Learn how to gather information on a target site using theHarvester.
Information gathering is often the first step of any penetration test. theHarvester is a very powerful OSINT (Open-Source Intelligence Tool) for finding information on a target URL. It searches multiple sites for information about the target URL and displays all the information it finds. It is particularly useful for finding names of people and their email addresses as well as subdomains of the target site.
You can use either Kali Linux in a VM for this lab.
We can use theHarvester which is bundled in Kali, but this tool is updated frequently. We will download and use the latest version, in this lab.
To begin, boot up Kali Linux in your VM and open a terminal. Follow the steps below:
sudo apt-get install python3-pip
sudo pip3 install virtualenv
Clone the git repo:
git clone https://github.com/laramies/theHarvester.git
pip3 install -r requirements.txt
Close this terminal and open a new one. Now, we are ready to use “theHarvester.py” in “kali” user’s home directory. Type:
To launch an information gathering campaign on a target, type the following:
./theHarvester.py -d hackaday.com -l 300 -b google
This will start theHarvester. It will begin searching Google for the top 300 results related to hackaday.com.
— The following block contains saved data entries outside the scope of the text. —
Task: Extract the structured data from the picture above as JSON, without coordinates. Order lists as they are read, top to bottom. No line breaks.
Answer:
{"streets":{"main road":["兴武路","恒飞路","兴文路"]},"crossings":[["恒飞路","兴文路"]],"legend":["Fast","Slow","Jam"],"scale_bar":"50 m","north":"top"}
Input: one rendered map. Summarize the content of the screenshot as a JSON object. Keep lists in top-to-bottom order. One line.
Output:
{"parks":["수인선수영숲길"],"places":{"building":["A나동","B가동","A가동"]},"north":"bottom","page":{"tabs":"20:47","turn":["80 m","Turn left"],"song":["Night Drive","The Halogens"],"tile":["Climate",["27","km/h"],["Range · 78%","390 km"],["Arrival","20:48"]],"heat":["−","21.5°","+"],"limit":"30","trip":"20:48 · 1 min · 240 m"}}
For this target, we could not find any information on Google. Let us dig deeper.
If we want to gather even more information about our target, we can specify the following:
./theHarvester.py -d hackaday.com \
-l 300 -b all
The “-b all” tag will search all search engines available to theHarvester for information regarding hackaday.com. As you can see, it is an extremely useful tool for discovering email addresses, names of people associated with the target, sub-domain names and IP addresses.
If we wanted to display this information in an easier to read format, we could add the -f tag at the end:
./theHarvester.py -d hackaday.com -l 300 -b all -f hackaday.com.results
This will save the information gathered in a HTML file called “hackaday.com.results.html” When this file is opened, it provides the information gathered in a layout which is much easier to read.